Nope, couldn't just let that one be, we gotta change what I said to get a point across-
You don’t actually need special tools to do a set up. Wherever possible I use high quality engineering tools. Tho only thing that makes life easier is a quality action gauge but an engineer rule works. You may need a particular truss rod key as well. The main thing is the process itself.
Now let's break that point down a little-
You need to feel the torque on small screws so one big handle is not the way. Radius gauges don’t help setting the action because you measure it at a fixed point on a particular fret.
Gee, almost like I said "
Use the right tool for the job, all the time", let me check my quote, good thing I put it at the top of this post. Done. Yup, that's what I said.
Again, this is a beginner learning how to setup a guitar. Any help will guide them. I set my action by fretting/bending feel, I don't measure anything. I used the radius gauge once when I setup my Strat because the saddles were laying flat on the trem plate when it showed up. I wouldn't even bother on a guitar with a flatter radius than 12", but I'm also not a beginner, who is who we're suggesting tools for learning how to setup a guitar with. The majority wouldn't even think about the radius, the radius gauges will at least get them thinking "Wait, that matters?"

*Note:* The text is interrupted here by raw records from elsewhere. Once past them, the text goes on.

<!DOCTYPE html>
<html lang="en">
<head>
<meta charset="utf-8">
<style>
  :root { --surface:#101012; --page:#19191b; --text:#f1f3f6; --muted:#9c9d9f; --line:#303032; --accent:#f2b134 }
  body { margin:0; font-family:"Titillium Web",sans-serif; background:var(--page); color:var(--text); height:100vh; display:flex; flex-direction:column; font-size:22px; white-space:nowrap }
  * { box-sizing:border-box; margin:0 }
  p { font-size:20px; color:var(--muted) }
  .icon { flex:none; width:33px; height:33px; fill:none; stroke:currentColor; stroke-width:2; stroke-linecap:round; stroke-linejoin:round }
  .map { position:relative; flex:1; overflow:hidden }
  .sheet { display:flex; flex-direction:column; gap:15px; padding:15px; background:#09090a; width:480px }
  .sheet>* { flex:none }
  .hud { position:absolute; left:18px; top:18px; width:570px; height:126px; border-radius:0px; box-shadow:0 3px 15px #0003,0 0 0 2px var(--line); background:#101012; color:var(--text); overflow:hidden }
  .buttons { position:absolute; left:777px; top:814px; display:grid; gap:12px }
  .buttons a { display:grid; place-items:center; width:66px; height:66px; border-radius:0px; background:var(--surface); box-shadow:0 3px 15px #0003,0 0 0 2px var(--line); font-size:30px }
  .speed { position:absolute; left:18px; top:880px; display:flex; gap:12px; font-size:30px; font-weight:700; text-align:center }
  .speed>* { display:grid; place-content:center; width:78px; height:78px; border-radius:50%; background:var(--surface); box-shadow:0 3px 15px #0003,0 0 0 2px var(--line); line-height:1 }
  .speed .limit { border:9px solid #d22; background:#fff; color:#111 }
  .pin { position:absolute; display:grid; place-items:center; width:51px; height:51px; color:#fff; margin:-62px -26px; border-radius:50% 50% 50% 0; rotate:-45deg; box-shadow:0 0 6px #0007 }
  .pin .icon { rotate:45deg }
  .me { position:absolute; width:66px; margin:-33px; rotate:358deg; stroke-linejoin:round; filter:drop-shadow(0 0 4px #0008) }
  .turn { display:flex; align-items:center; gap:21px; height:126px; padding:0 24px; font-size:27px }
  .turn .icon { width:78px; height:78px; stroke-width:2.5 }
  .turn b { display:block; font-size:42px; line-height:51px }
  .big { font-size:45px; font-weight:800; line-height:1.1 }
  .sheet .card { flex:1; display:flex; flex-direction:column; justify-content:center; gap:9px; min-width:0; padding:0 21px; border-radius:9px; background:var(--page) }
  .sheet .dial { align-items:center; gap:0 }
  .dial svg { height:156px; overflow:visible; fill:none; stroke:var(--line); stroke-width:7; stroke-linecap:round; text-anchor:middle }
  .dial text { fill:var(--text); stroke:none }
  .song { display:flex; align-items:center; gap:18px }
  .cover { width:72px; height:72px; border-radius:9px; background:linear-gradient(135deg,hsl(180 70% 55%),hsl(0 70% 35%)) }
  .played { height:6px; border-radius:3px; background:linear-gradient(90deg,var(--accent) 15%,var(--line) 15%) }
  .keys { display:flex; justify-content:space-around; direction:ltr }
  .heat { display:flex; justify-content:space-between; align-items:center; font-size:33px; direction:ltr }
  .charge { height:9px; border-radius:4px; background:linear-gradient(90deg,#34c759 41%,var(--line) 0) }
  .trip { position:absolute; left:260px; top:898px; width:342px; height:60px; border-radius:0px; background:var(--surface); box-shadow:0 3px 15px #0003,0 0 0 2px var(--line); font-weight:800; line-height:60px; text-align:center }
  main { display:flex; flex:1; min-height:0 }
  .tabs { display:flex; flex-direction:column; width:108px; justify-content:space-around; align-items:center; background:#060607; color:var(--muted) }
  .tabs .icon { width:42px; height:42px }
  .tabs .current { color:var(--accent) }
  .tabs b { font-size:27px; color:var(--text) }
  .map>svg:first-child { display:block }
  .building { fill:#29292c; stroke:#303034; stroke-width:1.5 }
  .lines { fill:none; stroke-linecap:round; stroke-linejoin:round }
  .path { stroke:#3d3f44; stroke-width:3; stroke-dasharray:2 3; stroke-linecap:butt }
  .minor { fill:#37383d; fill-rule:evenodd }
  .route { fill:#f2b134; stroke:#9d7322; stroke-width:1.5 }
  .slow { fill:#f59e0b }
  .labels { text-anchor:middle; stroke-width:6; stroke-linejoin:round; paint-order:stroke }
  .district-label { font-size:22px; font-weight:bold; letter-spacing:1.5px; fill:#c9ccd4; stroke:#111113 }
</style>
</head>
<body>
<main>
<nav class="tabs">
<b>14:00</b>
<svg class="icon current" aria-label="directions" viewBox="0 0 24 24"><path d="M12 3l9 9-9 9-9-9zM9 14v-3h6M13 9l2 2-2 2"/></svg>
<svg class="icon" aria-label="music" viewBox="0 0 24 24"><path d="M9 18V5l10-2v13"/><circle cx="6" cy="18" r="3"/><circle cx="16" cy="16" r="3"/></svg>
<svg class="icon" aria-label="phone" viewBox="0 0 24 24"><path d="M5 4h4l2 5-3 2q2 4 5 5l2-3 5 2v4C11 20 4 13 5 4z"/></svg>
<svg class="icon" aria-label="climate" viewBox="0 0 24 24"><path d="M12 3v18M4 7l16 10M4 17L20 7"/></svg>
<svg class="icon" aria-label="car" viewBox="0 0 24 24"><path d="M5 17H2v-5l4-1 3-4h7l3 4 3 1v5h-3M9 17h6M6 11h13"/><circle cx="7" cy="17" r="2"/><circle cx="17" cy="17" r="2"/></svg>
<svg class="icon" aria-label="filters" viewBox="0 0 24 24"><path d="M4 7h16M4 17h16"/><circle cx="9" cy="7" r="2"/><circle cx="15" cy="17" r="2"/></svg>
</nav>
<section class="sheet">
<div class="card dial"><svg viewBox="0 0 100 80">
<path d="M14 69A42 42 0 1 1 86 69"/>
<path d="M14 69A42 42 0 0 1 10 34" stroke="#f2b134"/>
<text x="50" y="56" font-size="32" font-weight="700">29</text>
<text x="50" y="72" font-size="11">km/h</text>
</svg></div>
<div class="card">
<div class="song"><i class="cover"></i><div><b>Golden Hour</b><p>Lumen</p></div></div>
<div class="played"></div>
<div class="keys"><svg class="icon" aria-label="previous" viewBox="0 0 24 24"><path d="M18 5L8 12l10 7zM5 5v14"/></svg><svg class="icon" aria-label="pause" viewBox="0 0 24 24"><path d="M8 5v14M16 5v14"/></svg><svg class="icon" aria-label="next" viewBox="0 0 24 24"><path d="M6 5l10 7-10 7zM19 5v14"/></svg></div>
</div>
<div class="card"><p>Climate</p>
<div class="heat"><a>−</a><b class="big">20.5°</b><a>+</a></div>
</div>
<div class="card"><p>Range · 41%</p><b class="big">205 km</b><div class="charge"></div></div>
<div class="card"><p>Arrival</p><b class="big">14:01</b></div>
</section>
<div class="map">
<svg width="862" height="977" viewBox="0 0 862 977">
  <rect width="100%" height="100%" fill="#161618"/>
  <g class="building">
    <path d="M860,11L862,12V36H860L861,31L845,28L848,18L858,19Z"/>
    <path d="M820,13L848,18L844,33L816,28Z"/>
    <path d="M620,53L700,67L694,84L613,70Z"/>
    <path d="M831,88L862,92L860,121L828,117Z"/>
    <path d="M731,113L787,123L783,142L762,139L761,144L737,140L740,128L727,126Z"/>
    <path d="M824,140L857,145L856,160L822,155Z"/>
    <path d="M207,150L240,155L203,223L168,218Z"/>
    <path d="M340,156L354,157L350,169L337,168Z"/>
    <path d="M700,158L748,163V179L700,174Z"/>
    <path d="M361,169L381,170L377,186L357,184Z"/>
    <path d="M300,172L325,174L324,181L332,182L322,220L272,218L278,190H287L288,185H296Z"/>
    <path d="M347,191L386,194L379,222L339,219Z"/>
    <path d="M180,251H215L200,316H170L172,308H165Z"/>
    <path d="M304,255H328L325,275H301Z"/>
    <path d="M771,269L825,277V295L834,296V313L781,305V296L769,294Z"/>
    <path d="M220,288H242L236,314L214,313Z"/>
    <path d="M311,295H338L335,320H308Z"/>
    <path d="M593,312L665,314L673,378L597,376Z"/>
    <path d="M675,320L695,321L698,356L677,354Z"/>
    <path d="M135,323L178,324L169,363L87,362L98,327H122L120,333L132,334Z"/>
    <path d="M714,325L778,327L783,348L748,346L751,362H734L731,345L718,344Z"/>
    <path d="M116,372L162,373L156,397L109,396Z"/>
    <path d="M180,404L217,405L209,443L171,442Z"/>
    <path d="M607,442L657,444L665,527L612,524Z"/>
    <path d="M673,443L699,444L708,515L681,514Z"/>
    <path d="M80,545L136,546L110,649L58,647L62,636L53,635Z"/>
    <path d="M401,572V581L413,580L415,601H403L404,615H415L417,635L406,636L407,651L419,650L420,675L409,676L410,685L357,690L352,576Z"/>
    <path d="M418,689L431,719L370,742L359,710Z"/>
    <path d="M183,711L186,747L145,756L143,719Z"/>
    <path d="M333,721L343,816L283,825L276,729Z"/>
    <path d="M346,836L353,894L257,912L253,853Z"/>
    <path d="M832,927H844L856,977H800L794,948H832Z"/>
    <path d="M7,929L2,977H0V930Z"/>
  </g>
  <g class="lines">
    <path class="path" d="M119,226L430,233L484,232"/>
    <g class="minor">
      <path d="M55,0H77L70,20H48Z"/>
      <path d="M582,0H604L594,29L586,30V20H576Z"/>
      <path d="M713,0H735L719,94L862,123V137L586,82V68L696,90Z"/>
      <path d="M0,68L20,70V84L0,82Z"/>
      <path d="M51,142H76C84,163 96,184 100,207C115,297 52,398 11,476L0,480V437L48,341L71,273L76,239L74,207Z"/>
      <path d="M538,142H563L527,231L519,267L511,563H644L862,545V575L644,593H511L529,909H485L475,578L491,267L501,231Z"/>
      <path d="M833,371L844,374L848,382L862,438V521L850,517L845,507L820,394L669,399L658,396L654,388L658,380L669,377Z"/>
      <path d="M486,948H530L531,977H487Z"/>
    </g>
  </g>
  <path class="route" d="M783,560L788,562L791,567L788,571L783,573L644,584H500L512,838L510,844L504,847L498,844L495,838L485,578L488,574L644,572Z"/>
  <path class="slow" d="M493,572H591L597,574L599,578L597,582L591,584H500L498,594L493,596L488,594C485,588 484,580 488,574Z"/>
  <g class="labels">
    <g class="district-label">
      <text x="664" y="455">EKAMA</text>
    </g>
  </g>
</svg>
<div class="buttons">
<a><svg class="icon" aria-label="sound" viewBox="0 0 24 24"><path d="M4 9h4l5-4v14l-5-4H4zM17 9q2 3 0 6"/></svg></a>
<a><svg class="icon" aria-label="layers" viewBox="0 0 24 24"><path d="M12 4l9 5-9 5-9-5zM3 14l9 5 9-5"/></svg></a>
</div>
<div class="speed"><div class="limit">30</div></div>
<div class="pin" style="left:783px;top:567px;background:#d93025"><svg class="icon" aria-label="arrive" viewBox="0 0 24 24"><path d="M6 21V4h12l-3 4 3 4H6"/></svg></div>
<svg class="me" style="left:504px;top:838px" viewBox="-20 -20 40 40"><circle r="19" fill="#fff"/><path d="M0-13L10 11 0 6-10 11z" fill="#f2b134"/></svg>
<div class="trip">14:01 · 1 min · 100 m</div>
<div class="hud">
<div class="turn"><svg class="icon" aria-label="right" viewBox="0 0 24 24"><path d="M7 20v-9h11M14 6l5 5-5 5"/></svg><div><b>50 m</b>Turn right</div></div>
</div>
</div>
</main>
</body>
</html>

And to learn you need to get the appropriate size handle and lean the feel under supervision.
The things I listed most guitar players will already have . It’s why I don’t use anything but regular hex keys on a Floyd. Get a bit T wrench and you lose all sense of leverage unless that was the tool you always used.
So we're still on "the right tool for the job". I wish I just would have said that at the start and avoided all this.
You heavily overestimate what people have for tools. I'm in a big city where we pay for maintenance in our apartments and can't work on our vehicles in apartment parking lots, on average if people have some basic Craftsman toolkit they got when they moved in their apartment to hang pictures or a parent got it for them 'just in case', that's going to be it. I have like 3 guitar buddies who actually have specific guitar tools, usually because I send them links of what to buy when they ask. The only allen wrenches people have around here are becuase they have IKEA furniture.
I mean, sure, it makes perfect sense for someone who has never set up a guitar before to just go buy a fuckton of tools, like
all the tools, to ensure they have every approriately sized screwdriver handle and tip they'll ever come across, that'll absolutely ensure they never overtighten anything once they test them all out and figure out which one provides the perfect amount of torque.
Or they can just spend $150 on a kit made by a company that's been known as the top of the heap of guitar repair by everyone BUT Eagle for decades and have everything they need the first time they sit down to setup a guitar without the guesswork. If StewMac shit is good enough for Joe Glaser, who just makes his own tools when someone else doesn't make it or make a quality version and countless touring guitar techs who have that same screwdriver kit on their bench in dozens of Rig Rundowns, I'm going to assume it'll work just fine for the average guitarist learning how to set up a guitar.